V-Day. Kitty left me a hilarious wall post on Facebook, it cracked me up so much :) Lol, Kitty you're adorkable. Josh wrote me a retardedly cool one-verse rhyme and gave me a gift-thing. He's awesome. Thanks for all the V-Day wishes via LJ, Facebook, text messages and e-mail. I hope y'all had a good one with your lover, family, friends, randoms, pets, food, inanimate objects, ducks...

All the single people in the world should get together on this day and have a massive orgy. Definitely. Seriously though, I don't understand why single people would feel particularly bad on this day, seeing as it's exactly the same as any other day in the year. V-Day is over-glorified (I thought everybody knew that?). Unless you feel bad about being single every. single. day. of. the. year. (which would be very sad), today should not have caused you to feel any different. It pisses me off when single people are like: "Oh, woe is me, I'm alone on V-Day and couples keep flaunting their love in front of me...*sob*." For fuck's sake, get over yourself. There are couples in love everywhere, everyday. Valentine's Day isn't even a real holiday, it's a 'money hungry corporations wanting you to spend, and making you feel bad if you don't' day. Every other day in the year is equally as significant, important and love-filled as February 14. Spoil your lovers on any other day BUT V-Day, I dare you! At the risk of sound cliché again: if you're single, don't hate on couples and don't hate on V-Day, try to recognise that it's not a huge deal, so stop making it a huge deal.

Expect nothing and you'll never be disappointed. Bitter singles should totally take that quote as werrrd on V-Day.

I'm torn between the Gold Coast and Sydney again. This happens every holiday. I haven't even booked my flight yet and I'm supposed to be leaving on the 22nd. I was supposed to be flying down with Josh (he goes to USYD) and his friend, but I couldn't commit. I cannot believe it has been three months. Time was going at a normal pace all the way up to New Year's, then bang! 2009 arrived and the last month and a half disappeared in the blink of an eye. I don't know if I want to go back for O-Week anymore. I know I'll have a helluva awesome time if I do, but while I'm still up here I'd rather spend a couple more days with my family and you lot. BLARGH! I have to suck it up. Suck it up, girl!

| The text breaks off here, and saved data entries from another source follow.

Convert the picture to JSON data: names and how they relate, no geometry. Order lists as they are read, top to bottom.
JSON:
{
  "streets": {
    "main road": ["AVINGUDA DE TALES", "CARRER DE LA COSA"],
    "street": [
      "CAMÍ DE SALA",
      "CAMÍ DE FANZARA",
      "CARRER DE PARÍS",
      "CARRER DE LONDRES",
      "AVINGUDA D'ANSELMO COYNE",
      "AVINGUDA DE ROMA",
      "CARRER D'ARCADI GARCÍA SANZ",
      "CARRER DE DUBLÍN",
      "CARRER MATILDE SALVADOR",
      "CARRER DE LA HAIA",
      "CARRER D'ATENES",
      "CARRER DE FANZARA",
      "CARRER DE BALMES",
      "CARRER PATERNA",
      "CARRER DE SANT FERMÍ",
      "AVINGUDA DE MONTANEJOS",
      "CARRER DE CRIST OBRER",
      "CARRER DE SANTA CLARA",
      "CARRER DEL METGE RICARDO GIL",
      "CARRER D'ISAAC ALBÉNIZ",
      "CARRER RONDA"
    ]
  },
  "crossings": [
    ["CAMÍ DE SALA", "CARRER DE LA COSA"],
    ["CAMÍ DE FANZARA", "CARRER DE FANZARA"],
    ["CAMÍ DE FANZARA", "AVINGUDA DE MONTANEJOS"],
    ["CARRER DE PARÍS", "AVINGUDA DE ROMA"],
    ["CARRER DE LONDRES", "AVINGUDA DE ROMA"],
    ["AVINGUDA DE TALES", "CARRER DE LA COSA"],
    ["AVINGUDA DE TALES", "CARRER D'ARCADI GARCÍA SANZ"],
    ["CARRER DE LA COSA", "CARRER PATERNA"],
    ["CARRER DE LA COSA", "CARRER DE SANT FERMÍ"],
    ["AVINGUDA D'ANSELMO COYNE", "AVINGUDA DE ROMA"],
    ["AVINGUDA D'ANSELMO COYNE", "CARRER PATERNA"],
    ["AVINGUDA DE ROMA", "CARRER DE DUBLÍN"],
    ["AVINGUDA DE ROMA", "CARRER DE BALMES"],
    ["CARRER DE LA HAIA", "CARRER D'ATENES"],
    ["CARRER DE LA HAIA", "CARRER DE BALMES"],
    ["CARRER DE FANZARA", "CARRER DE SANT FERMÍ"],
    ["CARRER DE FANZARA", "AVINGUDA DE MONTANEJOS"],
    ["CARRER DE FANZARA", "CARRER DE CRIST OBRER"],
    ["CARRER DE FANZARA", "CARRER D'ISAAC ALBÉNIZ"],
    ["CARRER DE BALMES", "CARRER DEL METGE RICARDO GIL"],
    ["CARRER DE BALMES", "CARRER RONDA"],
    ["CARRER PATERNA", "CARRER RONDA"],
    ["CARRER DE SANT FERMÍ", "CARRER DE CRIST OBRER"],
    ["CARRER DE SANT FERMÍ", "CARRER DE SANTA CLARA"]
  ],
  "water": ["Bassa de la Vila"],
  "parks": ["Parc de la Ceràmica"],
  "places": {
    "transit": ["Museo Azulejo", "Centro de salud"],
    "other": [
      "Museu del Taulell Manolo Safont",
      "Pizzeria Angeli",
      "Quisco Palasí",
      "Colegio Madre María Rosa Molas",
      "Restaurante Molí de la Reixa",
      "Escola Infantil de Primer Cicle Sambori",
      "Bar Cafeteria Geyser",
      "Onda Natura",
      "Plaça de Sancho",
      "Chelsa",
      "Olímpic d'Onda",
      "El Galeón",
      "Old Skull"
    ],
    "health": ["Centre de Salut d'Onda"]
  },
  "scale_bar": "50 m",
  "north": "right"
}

I watched the latest episodes of Skins (S03E04) and Ugly Betty (S03E14); they both blew me away (I almost cried). This little exchange between Mark and Wilhemina (Ugly Betty) was really awesome. I guess you have to know the characters, their personalities and what they are referring to, to understand the significance, but anyway:

Mark: May I say something, friend to friend?
Wilhemina: No.
Mark: Man to woman?
Wilhemina: (derisively) Oh, god, no.
Mark: Employee to employer?
Wilhemina: (exasperated) What is it, Mark?
Mark: Waiting for someone else to say 'I love you' first doesn't mean you're more powerful. It just means you're afraid.
Sam and I had a conversation about the exact same thing a couple of weeks ago. I told him I thought if you were the first to say 'I love you' to somebody, you automatically give the other person the upper hand, i.e. more power. Sam thought it was a crock of bullshit. He didn't think it would give the other person more power. I don't know. It all sounds like a game, and it shouldn't be. I don't play games but sometimes I create them in my head without really meaning to. But I do think that by being the first to admit your feelings, you come out of it holding the short straw. That is unless it is reciprocated straight away, in which case the power is evenly distributed. I don't know why power is even an issue, or where it comes into the picture. I'm not sure what kind of power I'm referring to either. What I mean is that if you're the first one to admit it, you make yourself vulnerable, and the other person is neither obliged to say it back, nor even feel the same way. It's the fear of unrequited love and fear of rejection that makes us think it's some sort of game of power. It's not until you reach unconditional love that the fear of unrequited love disappears and you love the other person irrespective of how they feel towards you. It's kind of retarded.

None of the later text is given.